> _Description of the task_:
When a line in the records contains the string "minor", copy that line.

> _Data records_:
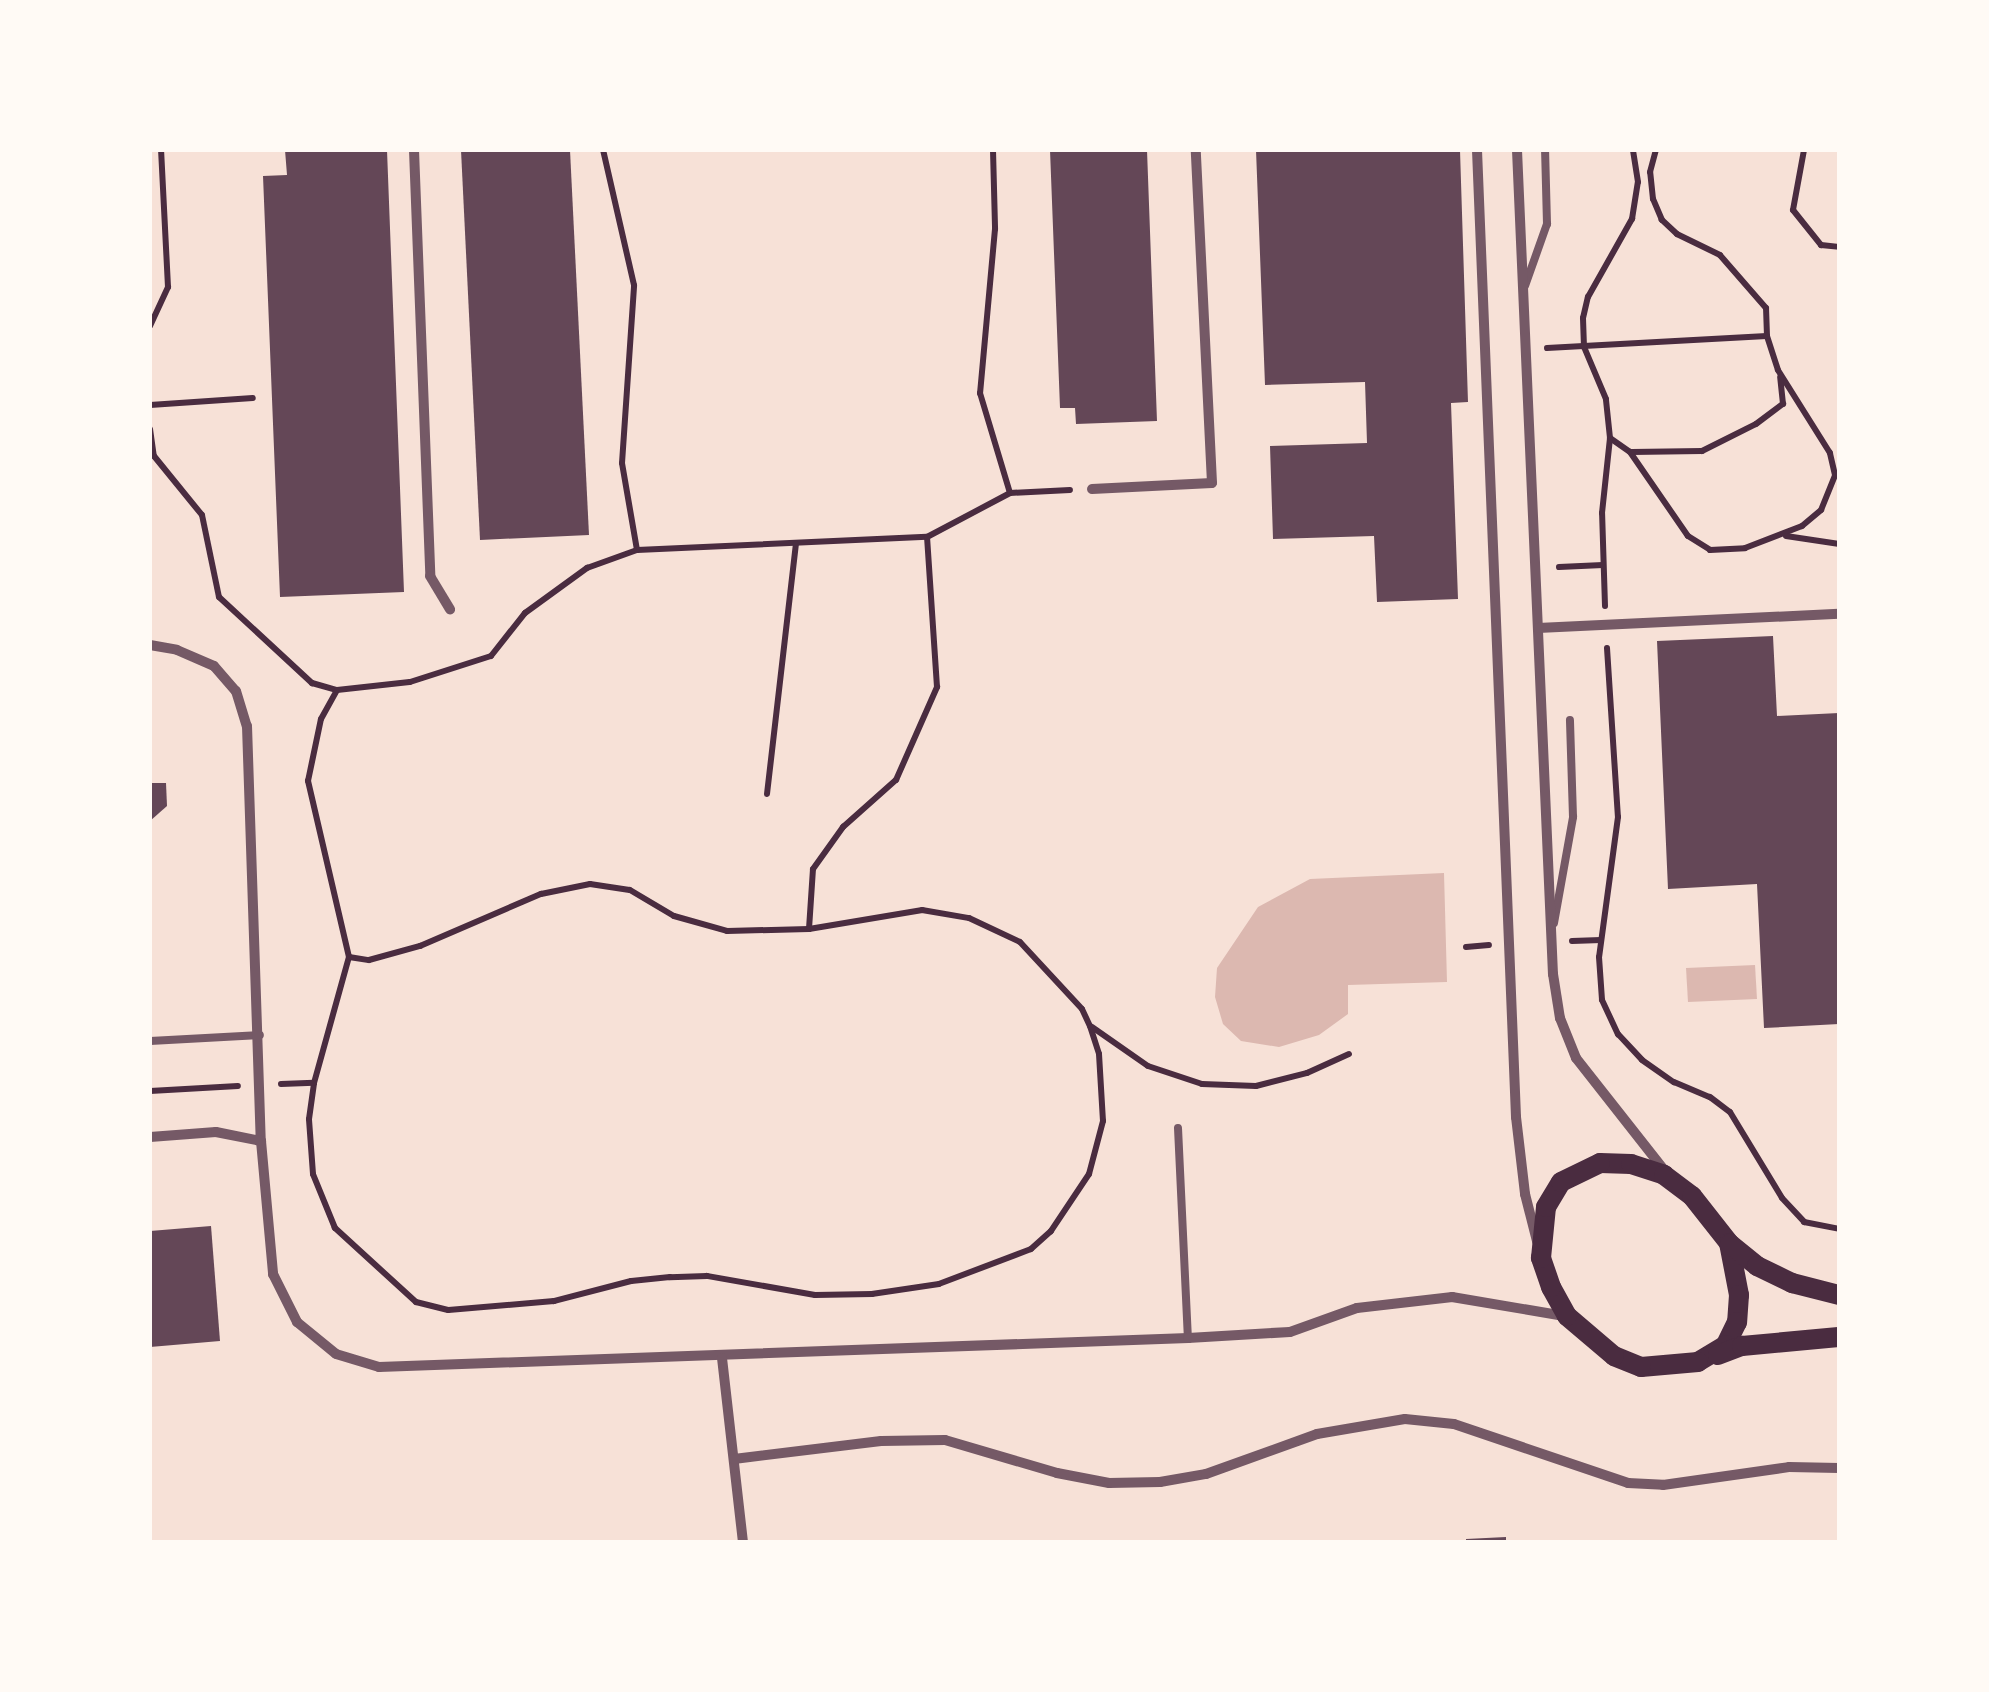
<!DOCTYPE html>
<html>
<head>
<meta charset="utf-8">
<style>
  body { margin:0 }
  #map { position:relative; width:1989px; height:1692px; overflow:hidden; background:#f7e1d7; font-family:Barlow,sans-serif }
  div>[style] { position:absolute }
  [style*='--x'] { left:calc(var(--x)*1px); top:calc(var(--y)*1px); width:calc(var(--w)*1px); rotate:calc(var(--a)*1deg) }
  .water>* { inset:0; background:#dcb8b0 }
  .building>* { inset:0; background:#644757 }
  .path>* { height:6px; margin:-3px; padding:0 3px; transform-origin:3px; border-radius:3px; background:#4a2c40 }
  .service>* { height:8px; margin:-4px; padding:0 4px; transform-origin:4px; border-radius:4px; background:#755966 }
  .minor>* { height:10px; margin:-5px; padding:0 5px; transform-origin:5px; border-radius:5px; background:#755966 }
  .secondary>* { height:20px; margin:-10px; padding:0 10px; transform-origin:10px; border-radius:10px; background:#4a2c40 }
  span { translate:-50% -50%; white-space:nowrap; text-align:center; line-height:1.15; -webkit-text-stroke:8px #fffaf5; paint-order:stroke }
  .frame { position:absolute; inset:0; border:152px solid #fffaf5; pointer-events:none }
</style>
</head>
<body>
<div id="map">
  <div class="water">
    <i style="clip-path:polygon(1444px 873px,1447px 982px,1348px 985px,1348px 1014px,1319px 1035px,1279px 1047px,1241px 1041px,1223px 1024px,1215px 997px,1217px 968px,1258px 907px,1310px 879px)"></i>
    <i style="clip-path:polygon(1755px 965px,1757px 999px,1688px 1002px,1686px 968px)"></i>
  </div>
  <div class="building">
    <i style="clip-path:polygon(285px 150px,387px 150px,404px 592px,280px 597px,263px 176px,287px 175px)"></i>
    <i style="clip-path:polygon(461px 150px,570px 150px,589px 535px,480px 540px)"></i>
    <i style="clip-path:polygon(1050px 150px,1147px 150px,1157px 421px,1076px 424px,1075px 408px,1060px 408px)"></i>
    <i style="clip-path:polygon(1256px 150px,1460px 150px,1468px 402px,1451px 403px,1458px 599px,1377px 602px,1374px 536px,1273px 539px,1270px 446px,1367px 443px,1365px 382px,1265px 385px)"></i>
    <i style="clip-path:polygon(1773px 636px,1777px 716px,1839px 713px,1839px 1024px,1764px 1028px,1757px 884px,1668px 889px,1657px 641px)"></i>
    <i style="clip-path:polygon(150px 783px,166px 783px,167px 806px,150px 821px)"></i>
    <i style="clip-path:polygon(211px 1226px,220px 1341px,150px 1347px,150px 1231px)"></i>
    <i style="clip-path:polygon(1506px 1537px,1506px 1542px,1466px 1542px,1466px 1539px)"></i>
  </div>
  <div class="path">
    <i style="--x:993;--y:150;--w:79;--a:88.5"></i>
    <i style="--x:995;--y:229;--w:165;--a:95.2"></i>
    <i style="--x:980;--y:393;--w:104;--a:73.3"></i>
    <i style="--x:1804;--y:150;--w:61;--a:100.4"></i>
    <i style="--x:1793;--y:210;--w:45;--a:51.3"></i>
    <i style="--x:1821;--y:245;--w:18;--a:6"></i>
    <i style="--x:150;--y:326;--w:43;--a:-65.2"></i>
    <i style="--x:168;--y:287;--w:137;--a:-92.9"></i>
    <i style="--x:1547;--y:348;--w:220;--a:-3.1"></i>
    <i style="--x:150;--y:405;--w:103;--a:-3.9"></i>
    <i style="--x:150;--y:429;--w:27;--a:82"></i>
    <i style="--x:154;--y:456;--w:76;--a:50.9"></i>
    <i style="--x:202;--y:515;--w:84;--a:78.3"></i>
    <i style="--x:219;--y:597;--w:127;--a:42.8"></i>
    <i style="--x:312;--y:683;--w:26;--a:16"></i>
    <i style="--x:1610;--y:438;--w:24;--a:35"></i>
    <i style="--x:1630;--y:452;--w:102;--a:55.4"></i>
    <i style="--x:1688;--y:536;--w:26;--a:32"></i>
    <i style="--x:1710;--y:550;--w:35;--a:-3"></i>
    <i style="--x:1745;--y:548;--w:61;--a:-21.1"></i>
    <i style="--x:1802;--y:526;--w:25;--a:-40"></i>
    <i style="--x:1821;--y:510;--w:38;--a:-68"></i>
    <i style="--x:1835;--y:475;--w:23;--a:-103"></i>
    <i style="--x:1830;--y:453;--w:98;--a:-122.1"></i>
    <i style="--x:1778;--y:370;--w:36;--a:-108"></i>
    <i style="--x:1767;--y:336;--w:28;--a:-92"></i>
    <i style="--x:1766;--y:308;--w:70;--a:-131"></i>
    <i style="--x:1720;--y:255;--w:48;--a:-154"></i>
    <i style="--x:1677;--y:234;--w:21;--a:-137"></i>
    <i style="--x:1662;--y:220;--w:23;--a:-113"></i>
    <i style="--x:1653;--y:199;--w:27;--a:-96"></i>
    <i style="--x:1650;--y:172;--w:23;--a:-75"></i>
    <i style="--x:1632;--y:452;--w:70;--a:-0.8"></i>
    <i style="--x:1702;--y:451;--w:60;--a:-26.6"></i>
    <i style="--x:1756;--y:424;--w:34;--a:-37"></i>
    <i style="--x:1783;--y:404;--w:27;--a:-96"></i>
    <i style="--x:1786;--y:536;--w:54;--a:8.6"></i>
    <i style="--x:637;--y:550;--w:290;--a:-2.6"></i>
    <i style="--x:927;--y:537;--w:94;--a:-27.9"></i>
    <i style="--x:1010;--y:493;--w:60;--a:-2.9"></i>
    <i style="--x:1559;--y:567;--w:44;--a:-2.6"></i>
    <i style="--x:1605;--y:606;--w:93;--a:-91.8"></i>
    <i style="--x:1602;--y:513;--w:75;--a:-83.9"></i>
    <i style="--x:1610;--y:438;--w:39;--a:-96"></i>
    <i style="--x:1606;--y:399;--w:56;--a:-112.9"></i>
    <i style="--x:1584;--y:347;--w:29;--a:-92"></i>
    <i style="--x:1583;--y:318;--w:22;--a:-77"></i>
    <i style="--x:1588;--y:297;--w:90;--a:-60.6"></i>
    <i style="--x:1632;--y:219;--w:37;--a:-81"></i>
    <i style="--x:1638;--y:182;--w:32;--a:-99"></i>
    <i style="--x:1607;--y:648;--w:169;--a:86.3"></i>
    <i style="--x:1618;--y:817;--w:141;--a:97.7"></i>
    <i style="--x:1599;--y:957;--w:43;--a:86"></i>
    <i style="--x:1602;--y:1000;--w:38;--a:65"></i>
    <i style="--x:1618;--y:1034;--w:35;--a:47"></i>
    <i style="--x:1642;--y:1060;--w:39;--a:35"></i>
    <i style="--x:1674;--y:1082;--w:39;--a:23"></i>
    <i style="--x:1710;--y:1097;--w:25;--a:37"></i>
    <i style="--x:1730;--y:1112;--w:100;--a:58.8"></i>
    <i style="--x:1782;--y:1198;--w:33;--a:47"></i>
    <i style="--x:1804;--y:1222;--w:36;--a:11"></i>
    <i style="--x:767;--y:794;--w:252;--a:-83.4"></i>
    <i style="--x:809;--y:929;--w:60;--a:-86.2"></i>
    <i style="--x:813;--y:869;--w:52;--a:-54.5"></i>
    <i style="--x:843;--y:827;--w:71;--a:-41.6"></i>
    <i style="--x:896;--y:780;--w:102;--a:-66.2"></i>
    <i style="--x:937;--y:687;--w:150;--a:-93.8"></i>
    <i style="--x:1572;--y:941;--w:29;--a:-2"></i>
    <i style="--x:1466;--y:947;--w:23;--a:-5"></i>
    <i style="--x:349;--y:957;--w:20;--a:9"></i>
    <i style="--x:369;--y:960;--w:53;--a:-15.4"></i>
    <i style="--x:420;--y:946;--w:132;--a:-23.3"></i>
    <i style="--x:541;--y:894;--w:50;--a:-11.5"></i>
    <i style="--x:590;--y:884;--w:40;--a:8.5"></i>
    <i style="--x:630;--y:890;--w:51;--a:30.6"></i>
    <i style="--x:674;--y:916;--w:55;--a:15.8"></i>
    <i style="--x:727;--y:931;--w:82;--a:-1.4"></i>
    <i style="--x:809;--y:929;--w:115;--a:-9.5"></i>
    <i style="--x:922;--y:910;--w:48;--a:9.7"></i>
    <i style="--x:969;--y:918;--w:56;--a:25.2"></i>
    <i style="--x:1020;--y:942;--w:91;--a:47.2"></i>
    <i style="--x:1082;--y:1009;--w:19;--a:65"></i>
    <i style="--x:1090;--y:1026;--w:29;--a:72"></i>
    <i style="--x:1099;--y:1054;--w:67;--a:86.6"></i>
    <i style="--x:1103;--y:1121;--w:55;--a:104.8"></i>
    <i style="--x:1089;--y:1174;--w:69;--a:123.7"></i>
    <i style="--x:1051;--y:1231;--w:27;--a:138"></i>
    <i style="--x:1031;--y:1249;--w:98;--a:159.2"></i>
    <i style="--x:939;--y:1284;--w:68;--a:171.5"></i>
    <i style="--x:872;--y:1294;--w:57;--a:179"></i>
    <i style="--x:815;--y:1295;--w:110;--a:-170"></i>
    <i style="--x:707;--y:1276;--w:37;--a:178"></i>
    <i style="--x:670;--y:1277;--w:39;--a:174"></i>
    <i style="--x:631;--y:1281;--w:80;--a:165.4"></i>
    <i style="--x:554;--y:1301;--w:106;--a:175.1"></i>
    <i style="--x:448;--y:1310;--w:33;--a:-166"></i>
    <i style="--x:416;--y:1302;--w:110;--a:-137.6"></i>
    <i style="--x:335;--y:1228;--w:58;--a:-112.2"></i>
    <i style="--x:313;--y:1174;--w:55;--a:-94.2"></i>
    <i style="--x:309;--y:1119;--w:36;--a:-82"></i>
    <i style="--x:314;--y:1083;--w:131;--a:-74.5"></i>
    <i style="--x:349;--y:957;--w:181;--a:-103.1"></i>
    <i style="--x:308;--y:781;--w:63;--a:-78.2"></i>
    <i style="--x:321;--y:719;--w:33;--a:-61"></i>
    <i style="--x:337;--y:690;--w:73;--a:-6.3"></i>
    <i style="--x:410;--y:682;--w:85;--a:-17.8"></i>
    <i style="--x:491;--y:656;--w:55;--a:-51.7"></i>
    <i style="--x:525;--y:613;--w:77;--a:-36"></i>
    <i style="--x:587;--y:568;--w:53;--a:-19.8"></i>
    <i style="--x:637;--y:550;--w:88;--a:-99.8"></i>
    <i style="--x:622;--y:463;--w:178;--a:-86.1"></i>
    <i style="--x:634;--y:285;--w:139;--a:-102.9"></i>
    <i style="--x:1092;--y:1027;--w:68;--a:34.9"></i>
    <i style="--x:1148;--y:1066;--w:57;--a:18.4"></i>
    <i style="--x:1202;--y:1084;--w:54;--a:2.1"></i>
    <i style="--x:1256;--y:1086;--w:53;--a:-14.3"></i>
    <i style="--x:1307;--y:1073;--w:46;--a:-24.3"></i>
    <i style="--x:281;--y:1084;--w:33;--a:-2"></i>
    <i style="--x:150;--y:1091;--w:88;--a:-3.3"></i>
  </div>
  <div class="service">
    <i style="--x:1525;--y:286;--w:66;--a:-70.5"></i>
    <i style="--x:1547;--y:224;--w:74;--a:-91.5"></i>
    <i style="--x:1554;--y:923;--w:108;--a:-79.8"></i>
    <i style="--x:1573;--y:817;--w:97;--a:-91.8"></i>
    <i style="--x:150;--y:1041;--w:110;--a:-3.1"></i>
    <i style="--x:1178;--y:1128;--w:210;--a:87.3"></i>
  </div>
  <div class="minor">
    <i style="--x:414;--y:150;--w:426;--a:87.8"></i>
    <i style="--x:430;--y:576;--w:39;--a:59"></i>
    <i style="--x:1477;--y:150;--w:968;--a:87.69"></i>
    <i style="--x:1516;--y:1117;--w:78;--a:83.3"></i>
    <i style="--x:1525;--y:1194;--w:49;--a:75.7"></i>
    <i style="--x:1517;--y:150;--w:825;--a:87.5"></i>
    <i style="--x:1553;--y:974;--w:45;--a:81"></i>
    <i style="--x:1560;--y:1018;--w:43;--a:68.2"></i>
    <i style="--x:1576;--y:1058;--w:142;--a:51.8"></i>
    <i style="--x:1092;--y:489;--w:120;--a:-2.9"></i>
    <i style="--x:1212;--y:483;--w:333;--a:-92.8"></i>
    <i style="--x:1538;--y:628;--w:301;--a:-2.7"></i>
    <i style="--x:150;--y:645;--w:27;--a:10"></i>
    <i style="--x:177;--y:650;--w:40;--a:23.4"></i>
    <i style="--x:214;--y:666;--w:33;--a:49"></i>
    <i style="--x:236;--y:691;--w:37;--a:73"></i>
    <i style="--x:247;--y:726;--w:415;--a:88.1"></i>
    <i style="--x:261;--y:1141;--w:134;--a:84.8"></i>
    <i style="--x:273;--y:1274;--w:54;--a:63.4"></i>
    <i style="--x:297;--y:1322;--w:50;--a:39.4"></i>
    <i style="--x:336;--y:1354;--w:45;--a:16.8"></i>
    <i style="--x:379;--y:1367;--w:810;--a:-2.05"></i>
    <i style="--x:1188;--y:1338;--w:102;--a:-3.4"></i>
    <i style="--x:1290;--y:1332;--w:71;--a:-19.7"></i>
    <i style="--x:1357;--y:1308;--w:96;--a:-6.6"></i>
    <i style="--x:1452;--y:1297;--w:114;--a:9.6"></i>
    <i style="--x:150;--y:1137;--w:66;--a:-4.3"></i>
    <i style="--x:216;--y:1132;--w:46;--a:11.3"></i>
    <i style="--x:722;--y:1358;--w:185;--a:83.5"></i>
    <i style="--x:734;--y:1459;--w:148;--a:-7"></i>
    <i style="--x:881;--y:1441;--w:64;--a:-0.9"></i>
    <i style="--x:945;--y:1440;--w:117;--a:16.4"></i>
    <i style="--x:1057;--y:1473;--w:53;--a:10.9"></i>
    <i style="--x:1109;--y:1483;--w:51;--a:-1.1"></i>
    <i style="--x:1160;--y:1482;--w:47;--a:-9.9"></i>
    <i style="--x:1206;--y:1474;--w:118;--a:-19.8"></i>
    <i style="--x:1317;--y:1434;--w:89;--a:-9.7"></i>
    <i style="--x:1405;--y:1419;--w:49;--a:5.8"></i>
    <i style="--x:1454;--y:1424;--w:184;--a:18.7"></i>
    <i style="--x:1628;--y:1483;--w:35;--a:3"></i>
    <i style="--x:1663;--y:1485;--w:127;--a:-8.1"></i>
    <i style="--x:1789;--y:1467;--w:50;--a:1.1"></i>
  </div>
  <div class="secondary">
    <i style="--x:1600;--y:1163;--w:31;--a:2"></i>
    <i style="--x:1631;--y:1164;--w:35;--a:18"></i>
    <i style="--x:1664;--y:1175;--w:35;--a:37"></i>
    <i style="--x:1692;--y:1196;--w:60;--a:51.8"></i>
    <i style="--x:1729;--y:1243;--w:53;--a:79.1"></i>
    <i style="--x:1739;--y:1295;--w:27;--a:94"></i>
    <i style="--x:1737;--y:1322;--w:25;--a:116"></i>
    <i style="--x:1726;--y:1345;--w:33;--a:149"></i>
    <i style="--x:1698;--y:1362;--w:57;--a:175"></i>
    <i style="--x:1641;--y:1367;--w:29;--a:-158"></i>
    <i style="--x:1614;--y:1356;--w:62;--a:-139.6"></i>
    <i style="--x:1567;--y:1316;--w:33;--a:-119"></i>
    <i style="--x:1551;--y:1287;--w:31;--a:-109"></i>
    <i style="--x:1541;--y:1258;--w:51;--a:-84.4"></i>
    <i style="--x:1546;--y:1207;--w:29;--a:-59"></i>
    <i style="--x:1561;--y:1182;--w:43;--a:-26"></i>
    <i style="--x:1730;--y:1244;--w:35;--a:39"></i>
    <i style="--x:1757;--y:1266;--w:39;--a:26"></i>
    <i style="--x:1792;--y:1283;--w:49;--a:14.3"></i>
    <i style="--x:1718;--y:1355;--w:26;--a:-21"></i>
    <i style="--x:1742;--y:1346;--w:97;--a:-5.3"></i>
  </div>
  <div class="frame"></div>
</div>
</body>
</html>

> _Answer to the problem_:
  .minor>* { height:10px; margin:-5px; padding:0 5px; transform-origin:5px; border-radius:5px; background:#755966 }
  <div class="minor">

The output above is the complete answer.